The above examples are also not an exhaustive list based on the invention, and there may be a number of other embodiments not listed. Any substitutions and modifications made without departing from the spirit of the invention are within the scope of the invention.

Claims

1. The control model training method of the laser micro-Raman spectrometer is characterized by comprising the following steps of:

inputting the second microscopic image and the second Raman spectrum into the control model for iterative training by taking the target action value as a label so as to optimize network parameters of the control model;

Wherein calculating the target action value from the second microscopic image and the second raman spectrum comprises:

calculating the signal-to-noise ratio of the second Raman spectrum;

Calculating a baseline prize for the second raman spectrum;

calculating an image reward of the second microscopic image;

Calculating a total rewarding value as a target action value according to the signal-to-noise ratio and the baseline rewarding of the second Raman spectrum, the image rewarding of the second microscopic image and the punishment item;

Wherein calculating the baseline prize for the second raman spectrum comprises:

Calculating a baseline reward of the second Raman spectrum according to the spectrum difference value;

Wherein calculating the image rewards of the second microscopic image comprises:

2. The method of training a control model of a laser micro-raman spectrometer according to claim 1, wherein calculating a signal-to-noise ratio of the second raman spectrum comprises:

Smoothing the second Raman spectrum to obtain a smoothed third Raman spectrum;

3. A control model training device for a laser micro-raman spectrometer, comprising:

The training unit is used for inputting the second microscopic image and the second Raman spectrum into the control model to perform iterative training by taking the target action value as a label so as to optimize network parameters of the control model;

wherein the target computing unit comprises the following subunits:

A fourth calculation subunit, configured to calculate, according to the signal-to-noise ratio and the baseline reward of the second raman spectrum, the image reward of the second microscopic image, and the penalty term, a total reward value as a target action value;

the second calculation subunit is specifically configured to perform baseline correction on the second raman spectrum, so as to obtain a corrected spectrum after baseline correction; obtaining a spectrum difference value between the second Raman spectrum and the correction spectrum; calculating a baseline reward of the second Raman spectrum according to the spectrum difference value;

The third calculation subunit is specifically configured to calculate, according to the second microscopic image, a first measurement value of contrast, a second measurement value of signal-to-noise ratio of the image, a third measurement value of sharpness, and a fourth measurement value of distortion of the image; and calculating to obtain the image rewards of the second microscopic image according to the first metric value, the second metric value, the third metric value and the fourth metric value.

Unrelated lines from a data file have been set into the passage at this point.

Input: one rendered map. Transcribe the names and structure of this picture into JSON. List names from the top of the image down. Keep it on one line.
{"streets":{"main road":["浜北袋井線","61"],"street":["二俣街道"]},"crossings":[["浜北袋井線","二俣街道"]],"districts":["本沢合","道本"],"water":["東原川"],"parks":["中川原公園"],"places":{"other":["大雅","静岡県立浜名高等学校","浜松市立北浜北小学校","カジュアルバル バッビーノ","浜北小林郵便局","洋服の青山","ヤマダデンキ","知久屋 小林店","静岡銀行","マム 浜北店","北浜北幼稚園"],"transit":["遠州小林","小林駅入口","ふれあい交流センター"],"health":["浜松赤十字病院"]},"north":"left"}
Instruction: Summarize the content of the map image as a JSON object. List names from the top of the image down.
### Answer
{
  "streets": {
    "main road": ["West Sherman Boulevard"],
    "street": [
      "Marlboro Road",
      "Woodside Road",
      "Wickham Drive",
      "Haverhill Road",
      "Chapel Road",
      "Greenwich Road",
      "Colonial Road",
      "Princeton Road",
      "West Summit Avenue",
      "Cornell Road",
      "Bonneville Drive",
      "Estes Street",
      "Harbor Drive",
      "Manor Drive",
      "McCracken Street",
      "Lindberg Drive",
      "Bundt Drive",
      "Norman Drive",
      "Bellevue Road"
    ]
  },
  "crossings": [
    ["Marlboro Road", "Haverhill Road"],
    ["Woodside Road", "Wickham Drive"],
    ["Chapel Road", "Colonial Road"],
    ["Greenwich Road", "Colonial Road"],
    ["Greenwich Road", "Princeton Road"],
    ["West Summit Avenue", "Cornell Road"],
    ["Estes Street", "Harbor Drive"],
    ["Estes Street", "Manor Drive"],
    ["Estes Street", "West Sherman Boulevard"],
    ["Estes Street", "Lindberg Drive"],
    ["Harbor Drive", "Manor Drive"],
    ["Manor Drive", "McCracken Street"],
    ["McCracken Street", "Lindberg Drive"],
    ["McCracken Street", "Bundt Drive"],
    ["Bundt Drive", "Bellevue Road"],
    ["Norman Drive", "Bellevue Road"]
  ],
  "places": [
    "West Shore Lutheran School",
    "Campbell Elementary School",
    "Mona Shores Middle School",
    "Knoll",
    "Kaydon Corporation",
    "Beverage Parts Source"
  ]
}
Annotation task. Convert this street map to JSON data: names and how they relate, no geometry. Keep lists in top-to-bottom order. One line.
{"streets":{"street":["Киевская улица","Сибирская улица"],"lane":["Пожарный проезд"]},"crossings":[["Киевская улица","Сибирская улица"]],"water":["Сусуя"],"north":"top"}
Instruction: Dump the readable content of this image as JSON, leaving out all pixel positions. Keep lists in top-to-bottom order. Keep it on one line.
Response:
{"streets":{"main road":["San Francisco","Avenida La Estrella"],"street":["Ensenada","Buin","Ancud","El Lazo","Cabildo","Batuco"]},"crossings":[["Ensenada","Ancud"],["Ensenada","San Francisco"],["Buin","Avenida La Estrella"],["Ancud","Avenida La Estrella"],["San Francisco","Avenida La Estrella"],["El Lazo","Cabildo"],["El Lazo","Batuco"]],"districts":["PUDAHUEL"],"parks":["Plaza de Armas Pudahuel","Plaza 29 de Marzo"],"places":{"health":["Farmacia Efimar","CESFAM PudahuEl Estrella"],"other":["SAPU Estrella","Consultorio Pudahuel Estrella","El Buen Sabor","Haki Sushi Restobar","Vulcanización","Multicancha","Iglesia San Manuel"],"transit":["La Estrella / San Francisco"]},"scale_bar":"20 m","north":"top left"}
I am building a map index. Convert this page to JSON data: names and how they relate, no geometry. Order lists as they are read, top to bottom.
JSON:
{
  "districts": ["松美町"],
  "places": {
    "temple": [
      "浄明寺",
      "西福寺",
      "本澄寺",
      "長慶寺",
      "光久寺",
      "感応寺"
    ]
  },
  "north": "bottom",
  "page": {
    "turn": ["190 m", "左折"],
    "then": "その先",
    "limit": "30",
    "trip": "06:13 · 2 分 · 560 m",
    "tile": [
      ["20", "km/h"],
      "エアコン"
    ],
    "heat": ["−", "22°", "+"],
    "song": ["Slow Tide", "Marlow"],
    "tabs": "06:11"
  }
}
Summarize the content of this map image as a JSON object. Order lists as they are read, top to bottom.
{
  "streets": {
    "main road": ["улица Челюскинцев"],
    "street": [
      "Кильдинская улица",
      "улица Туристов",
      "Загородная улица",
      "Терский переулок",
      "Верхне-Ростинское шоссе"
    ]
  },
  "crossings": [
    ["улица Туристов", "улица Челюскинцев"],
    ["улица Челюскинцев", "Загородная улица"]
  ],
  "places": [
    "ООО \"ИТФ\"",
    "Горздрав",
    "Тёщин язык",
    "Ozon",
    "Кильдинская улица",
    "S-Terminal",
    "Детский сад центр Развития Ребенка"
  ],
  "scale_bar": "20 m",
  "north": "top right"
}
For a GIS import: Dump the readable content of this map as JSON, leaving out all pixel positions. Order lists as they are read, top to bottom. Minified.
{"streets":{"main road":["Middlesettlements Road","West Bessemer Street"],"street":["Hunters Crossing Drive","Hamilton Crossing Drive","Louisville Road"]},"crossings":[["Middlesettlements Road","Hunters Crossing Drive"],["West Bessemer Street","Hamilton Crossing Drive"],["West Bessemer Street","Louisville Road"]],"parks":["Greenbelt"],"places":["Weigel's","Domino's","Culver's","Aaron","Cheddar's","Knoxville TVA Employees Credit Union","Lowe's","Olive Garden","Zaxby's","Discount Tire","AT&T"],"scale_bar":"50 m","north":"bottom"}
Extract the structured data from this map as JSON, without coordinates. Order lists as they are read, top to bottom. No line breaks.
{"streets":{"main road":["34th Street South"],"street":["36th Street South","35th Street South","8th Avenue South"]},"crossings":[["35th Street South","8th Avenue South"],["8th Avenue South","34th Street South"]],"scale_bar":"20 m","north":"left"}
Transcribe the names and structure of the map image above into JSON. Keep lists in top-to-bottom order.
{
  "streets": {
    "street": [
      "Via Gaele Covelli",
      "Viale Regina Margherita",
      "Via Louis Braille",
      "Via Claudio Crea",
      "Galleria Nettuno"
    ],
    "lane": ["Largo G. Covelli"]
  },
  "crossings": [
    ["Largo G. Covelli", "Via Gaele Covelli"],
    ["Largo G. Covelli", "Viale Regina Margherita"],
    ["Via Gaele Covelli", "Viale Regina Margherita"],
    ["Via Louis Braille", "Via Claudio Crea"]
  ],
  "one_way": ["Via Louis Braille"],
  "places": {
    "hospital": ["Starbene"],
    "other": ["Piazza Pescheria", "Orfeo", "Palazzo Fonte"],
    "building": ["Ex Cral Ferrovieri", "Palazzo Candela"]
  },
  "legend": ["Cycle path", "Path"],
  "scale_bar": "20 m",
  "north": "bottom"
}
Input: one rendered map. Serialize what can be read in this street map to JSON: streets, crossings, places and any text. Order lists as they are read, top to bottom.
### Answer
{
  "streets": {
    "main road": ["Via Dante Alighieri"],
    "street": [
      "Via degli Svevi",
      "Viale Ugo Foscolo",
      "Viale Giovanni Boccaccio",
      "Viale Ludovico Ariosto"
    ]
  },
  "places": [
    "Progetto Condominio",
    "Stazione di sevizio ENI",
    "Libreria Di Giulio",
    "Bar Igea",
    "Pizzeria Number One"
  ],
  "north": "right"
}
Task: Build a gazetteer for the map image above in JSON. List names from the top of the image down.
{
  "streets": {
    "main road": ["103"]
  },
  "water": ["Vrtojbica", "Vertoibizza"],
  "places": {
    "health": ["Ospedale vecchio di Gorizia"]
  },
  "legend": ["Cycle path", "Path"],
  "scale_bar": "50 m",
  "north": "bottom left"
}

4. The control model training apparatus of a laser micro-raman spectrometer according to claim 3, wherein the first computing subunit is specifically configured to smooth the second raman spectrum to obtain a smoothed third raman spectrum; according to the second Raman spectrum and the third Raman spectrum, calculating to obtain Raman spectrum noise; and calculating to obtain the signal-to-noise ratio of the second Raman spectrum according to the mean value of the third Raman spectrum and the standard deviation of the Raman spectrum noise.

5. An electronic device comprising a memory storing executable program code and a processor coupled to the memory; the processor invokes the executable program code stored in the memory for performing the control model training method of the laser micro-raman spectrometer of claim 1 or 2.